Suara.com - Tim peneliti internasional WHO yang tiba di kota Wuhan, China pada Kamis berharap menemukan petunjuk tentang asal muasal pandemi Covid-19.

Kunjungan tersebut telah dirahasiakan, baik China maupun WHO tidak mengungkapkan dengan tepat apa yang akan dilakukan tim atau ke mana tujuannya. Pencarian asal-usul kemungkinan akan menjadi upaya selama bertahun-tahun yang dapat membantu mencegah pandemi di masa depan.

Pusat industri dan transportasi di Sungai Yangtze adalah tempat pertama virus corona muncul di dunia. Ada kemungkinan virus datang ke Wuhan tanpa terdeteksi dari tempat lain, tetapi kota berpenduduk 11 juta itu adalah tempat yang logis untuk memulai misi.

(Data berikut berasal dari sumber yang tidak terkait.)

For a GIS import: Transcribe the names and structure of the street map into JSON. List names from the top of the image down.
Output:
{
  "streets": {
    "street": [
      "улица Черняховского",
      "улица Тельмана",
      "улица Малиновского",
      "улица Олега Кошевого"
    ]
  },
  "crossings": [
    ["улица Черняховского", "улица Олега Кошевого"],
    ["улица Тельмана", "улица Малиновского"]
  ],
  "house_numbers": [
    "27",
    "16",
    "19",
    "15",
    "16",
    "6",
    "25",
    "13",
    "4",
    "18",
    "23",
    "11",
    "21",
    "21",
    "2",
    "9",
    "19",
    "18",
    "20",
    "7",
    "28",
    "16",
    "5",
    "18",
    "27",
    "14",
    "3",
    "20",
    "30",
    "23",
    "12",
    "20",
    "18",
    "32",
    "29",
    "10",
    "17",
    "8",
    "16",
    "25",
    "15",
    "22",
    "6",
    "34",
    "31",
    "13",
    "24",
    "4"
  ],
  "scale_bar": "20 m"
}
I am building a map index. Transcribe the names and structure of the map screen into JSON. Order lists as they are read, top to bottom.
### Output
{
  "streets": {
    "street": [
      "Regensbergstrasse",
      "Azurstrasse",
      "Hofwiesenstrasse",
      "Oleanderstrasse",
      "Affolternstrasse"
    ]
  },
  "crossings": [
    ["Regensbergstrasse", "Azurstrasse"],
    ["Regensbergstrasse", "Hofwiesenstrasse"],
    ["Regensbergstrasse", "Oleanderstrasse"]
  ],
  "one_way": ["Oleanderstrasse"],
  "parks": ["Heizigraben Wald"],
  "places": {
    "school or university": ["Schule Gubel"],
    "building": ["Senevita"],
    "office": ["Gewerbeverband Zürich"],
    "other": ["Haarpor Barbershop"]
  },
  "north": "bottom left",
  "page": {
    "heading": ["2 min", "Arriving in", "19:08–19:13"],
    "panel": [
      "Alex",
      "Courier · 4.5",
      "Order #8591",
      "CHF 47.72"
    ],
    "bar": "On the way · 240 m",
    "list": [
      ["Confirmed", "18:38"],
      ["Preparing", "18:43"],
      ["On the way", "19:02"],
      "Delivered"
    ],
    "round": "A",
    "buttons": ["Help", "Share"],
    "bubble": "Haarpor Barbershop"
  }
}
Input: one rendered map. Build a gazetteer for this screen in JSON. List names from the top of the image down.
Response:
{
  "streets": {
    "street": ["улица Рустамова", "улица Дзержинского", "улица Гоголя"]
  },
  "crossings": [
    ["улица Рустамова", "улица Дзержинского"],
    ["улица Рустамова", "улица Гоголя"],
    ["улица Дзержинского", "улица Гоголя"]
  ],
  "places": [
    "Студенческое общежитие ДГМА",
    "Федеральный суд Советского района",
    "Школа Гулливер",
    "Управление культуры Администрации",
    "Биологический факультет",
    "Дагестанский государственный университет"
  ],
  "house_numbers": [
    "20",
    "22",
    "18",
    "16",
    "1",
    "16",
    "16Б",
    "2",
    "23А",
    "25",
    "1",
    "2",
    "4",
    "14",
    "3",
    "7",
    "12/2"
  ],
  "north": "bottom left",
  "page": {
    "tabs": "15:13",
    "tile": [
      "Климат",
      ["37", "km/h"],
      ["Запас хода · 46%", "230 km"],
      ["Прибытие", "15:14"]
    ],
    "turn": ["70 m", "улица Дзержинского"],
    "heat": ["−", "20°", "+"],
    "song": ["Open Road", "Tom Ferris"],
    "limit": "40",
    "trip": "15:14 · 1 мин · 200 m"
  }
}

Orang mulai jatuh sakit pada Desember 2019, banyak yang terkait dengan pasar makanan yang luas yang menjual hewan hidup. Jumlah pasien yang terus bertambah memicu alarm yang mendorong Pusat Pengendalian dan Pencegahan Penyakit China untuk mengirim tim untuk menyelidiki.

Ilustrasi Covid-19 (Elements Envato)
Ilustrasi Covid-19 (Elements Envato)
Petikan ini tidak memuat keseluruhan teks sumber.